We next pursued intramolecular decarbonylative couplings of aroyl halides. Palladium-based catalysts bearing dialkylbiaryl ligands (e.g., BrettPhos) were identified as optimal for converting aroyl chlorides (ArC(O)Cl) to aryl chlorides (ArCl). These ligands were selected based on their ability to facilitate the key C–Cl bond-forming reductive elimination step of the catalytic cycle. In contrast, all attempts to convert aroyl fluorides [ArC(O)F)] to aryl fluorides (ArF) were unsuccessful with either Pd or Ni-based catalysts. Organometallic studies of the Ni-system show that C(O)–F oxidative addition and CO de-insertion proceed smoothly, but the resulting nickel (II) aryl fluoride intermediate fails to undergo C–F bond-forming reductive elimination.

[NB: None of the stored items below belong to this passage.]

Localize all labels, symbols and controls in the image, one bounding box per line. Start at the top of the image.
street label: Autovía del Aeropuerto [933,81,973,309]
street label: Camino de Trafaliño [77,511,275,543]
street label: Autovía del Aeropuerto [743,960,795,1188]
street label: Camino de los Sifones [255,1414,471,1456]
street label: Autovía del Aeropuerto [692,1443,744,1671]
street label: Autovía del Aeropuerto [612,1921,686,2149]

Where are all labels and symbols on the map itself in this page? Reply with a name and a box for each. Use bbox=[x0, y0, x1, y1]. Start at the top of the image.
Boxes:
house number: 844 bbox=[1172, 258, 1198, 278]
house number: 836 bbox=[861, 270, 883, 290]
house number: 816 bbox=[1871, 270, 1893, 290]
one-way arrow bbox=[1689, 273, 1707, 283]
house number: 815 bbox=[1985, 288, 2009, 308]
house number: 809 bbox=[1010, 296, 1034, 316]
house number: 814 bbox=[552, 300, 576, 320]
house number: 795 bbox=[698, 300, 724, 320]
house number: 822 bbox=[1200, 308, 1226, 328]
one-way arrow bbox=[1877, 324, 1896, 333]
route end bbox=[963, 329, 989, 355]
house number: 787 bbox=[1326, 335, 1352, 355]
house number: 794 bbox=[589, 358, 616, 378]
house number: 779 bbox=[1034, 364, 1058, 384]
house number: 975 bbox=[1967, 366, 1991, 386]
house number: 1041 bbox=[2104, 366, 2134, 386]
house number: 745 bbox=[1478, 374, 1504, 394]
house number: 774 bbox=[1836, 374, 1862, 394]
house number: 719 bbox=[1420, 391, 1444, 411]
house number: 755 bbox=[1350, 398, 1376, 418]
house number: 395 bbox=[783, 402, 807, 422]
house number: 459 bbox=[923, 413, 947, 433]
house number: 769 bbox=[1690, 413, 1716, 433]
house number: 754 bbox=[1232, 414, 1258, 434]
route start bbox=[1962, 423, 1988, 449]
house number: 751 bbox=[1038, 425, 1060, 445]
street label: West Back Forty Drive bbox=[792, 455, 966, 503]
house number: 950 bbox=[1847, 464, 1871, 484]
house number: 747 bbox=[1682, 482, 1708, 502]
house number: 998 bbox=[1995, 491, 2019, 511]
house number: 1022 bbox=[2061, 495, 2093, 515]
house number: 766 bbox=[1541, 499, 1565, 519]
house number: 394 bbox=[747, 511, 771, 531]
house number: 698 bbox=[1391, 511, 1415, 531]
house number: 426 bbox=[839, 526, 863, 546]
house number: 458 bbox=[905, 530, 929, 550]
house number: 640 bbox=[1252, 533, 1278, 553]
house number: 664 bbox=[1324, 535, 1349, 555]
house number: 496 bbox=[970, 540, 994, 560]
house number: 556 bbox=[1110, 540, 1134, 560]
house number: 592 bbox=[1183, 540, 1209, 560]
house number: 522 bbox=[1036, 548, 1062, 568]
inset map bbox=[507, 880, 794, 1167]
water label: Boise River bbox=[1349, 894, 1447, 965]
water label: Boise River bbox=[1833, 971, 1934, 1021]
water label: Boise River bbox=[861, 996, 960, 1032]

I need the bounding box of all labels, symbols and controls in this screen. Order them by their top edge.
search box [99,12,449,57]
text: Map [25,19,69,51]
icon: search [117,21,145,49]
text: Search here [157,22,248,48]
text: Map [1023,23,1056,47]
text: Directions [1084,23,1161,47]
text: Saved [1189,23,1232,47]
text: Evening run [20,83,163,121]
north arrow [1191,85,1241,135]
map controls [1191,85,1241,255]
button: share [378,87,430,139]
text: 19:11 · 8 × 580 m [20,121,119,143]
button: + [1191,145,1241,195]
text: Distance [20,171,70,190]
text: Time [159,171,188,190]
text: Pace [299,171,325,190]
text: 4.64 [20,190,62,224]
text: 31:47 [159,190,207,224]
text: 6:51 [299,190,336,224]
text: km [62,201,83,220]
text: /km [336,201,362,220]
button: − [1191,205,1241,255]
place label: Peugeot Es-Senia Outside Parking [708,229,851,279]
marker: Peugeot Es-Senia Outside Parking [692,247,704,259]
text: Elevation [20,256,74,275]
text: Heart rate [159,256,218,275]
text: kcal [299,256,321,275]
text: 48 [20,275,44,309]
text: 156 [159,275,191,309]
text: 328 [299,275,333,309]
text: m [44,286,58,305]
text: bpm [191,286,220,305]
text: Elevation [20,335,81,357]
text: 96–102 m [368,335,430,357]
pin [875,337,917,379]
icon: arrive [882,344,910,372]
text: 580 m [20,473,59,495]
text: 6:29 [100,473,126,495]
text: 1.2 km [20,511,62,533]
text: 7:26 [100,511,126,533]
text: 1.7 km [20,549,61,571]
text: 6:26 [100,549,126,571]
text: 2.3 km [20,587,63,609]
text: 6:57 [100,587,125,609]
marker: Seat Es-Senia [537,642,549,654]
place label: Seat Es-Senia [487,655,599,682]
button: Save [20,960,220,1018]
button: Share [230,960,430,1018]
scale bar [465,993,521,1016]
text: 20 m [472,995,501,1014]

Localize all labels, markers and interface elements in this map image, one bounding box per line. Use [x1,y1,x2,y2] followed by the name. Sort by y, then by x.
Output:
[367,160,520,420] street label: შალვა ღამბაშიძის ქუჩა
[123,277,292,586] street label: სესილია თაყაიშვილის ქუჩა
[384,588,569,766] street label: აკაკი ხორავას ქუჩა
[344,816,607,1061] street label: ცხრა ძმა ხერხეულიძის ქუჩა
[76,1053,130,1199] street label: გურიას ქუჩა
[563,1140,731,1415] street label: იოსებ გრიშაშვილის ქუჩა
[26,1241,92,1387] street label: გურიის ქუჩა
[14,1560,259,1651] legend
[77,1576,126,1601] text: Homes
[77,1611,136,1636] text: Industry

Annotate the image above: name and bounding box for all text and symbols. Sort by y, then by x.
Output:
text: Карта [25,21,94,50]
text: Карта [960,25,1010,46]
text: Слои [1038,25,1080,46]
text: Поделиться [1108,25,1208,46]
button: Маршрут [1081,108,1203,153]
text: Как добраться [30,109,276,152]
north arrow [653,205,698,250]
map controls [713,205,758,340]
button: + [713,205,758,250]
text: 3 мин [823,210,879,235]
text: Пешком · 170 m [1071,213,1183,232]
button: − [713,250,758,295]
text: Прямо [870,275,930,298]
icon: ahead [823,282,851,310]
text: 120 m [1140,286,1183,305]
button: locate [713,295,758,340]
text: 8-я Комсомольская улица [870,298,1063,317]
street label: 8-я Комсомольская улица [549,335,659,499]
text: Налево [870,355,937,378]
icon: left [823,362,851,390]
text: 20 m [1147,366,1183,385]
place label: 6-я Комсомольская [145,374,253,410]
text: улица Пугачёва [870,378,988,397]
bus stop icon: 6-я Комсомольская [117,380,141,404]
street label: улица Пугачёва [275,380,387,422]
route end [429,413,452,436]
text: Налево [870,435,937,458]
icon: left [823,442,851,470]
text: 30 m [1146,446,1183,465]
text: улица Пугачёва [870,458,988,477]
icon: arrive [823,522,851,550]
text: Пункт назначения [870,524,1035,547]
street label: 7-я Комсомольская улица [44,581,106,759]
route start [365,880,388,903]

In contrast to its inertness to reductive elimination, this nickel(II) aryl fluoride proved highly reactive towards transmetalation. The fluoride ligand serves as an internal base, such that no additional base is required. We leveraged this ‘transmetalation active’ intermediate to achieve base-free Ni-catalyzed intermolecular decarbonylative coupling reactions between aroyl fluorides and boron reagents to access both biaryl and aryl-boronate ester products. By tuning the electrophile, transmetalating reagent, and catalyst, this same approach also proved applicable to base-free intermolecular decarbonylative fluoroalkylation (between difluoromethylacetyl fluoride and arylboronate esters) and aryl amination (between phenol esters and silyl amines).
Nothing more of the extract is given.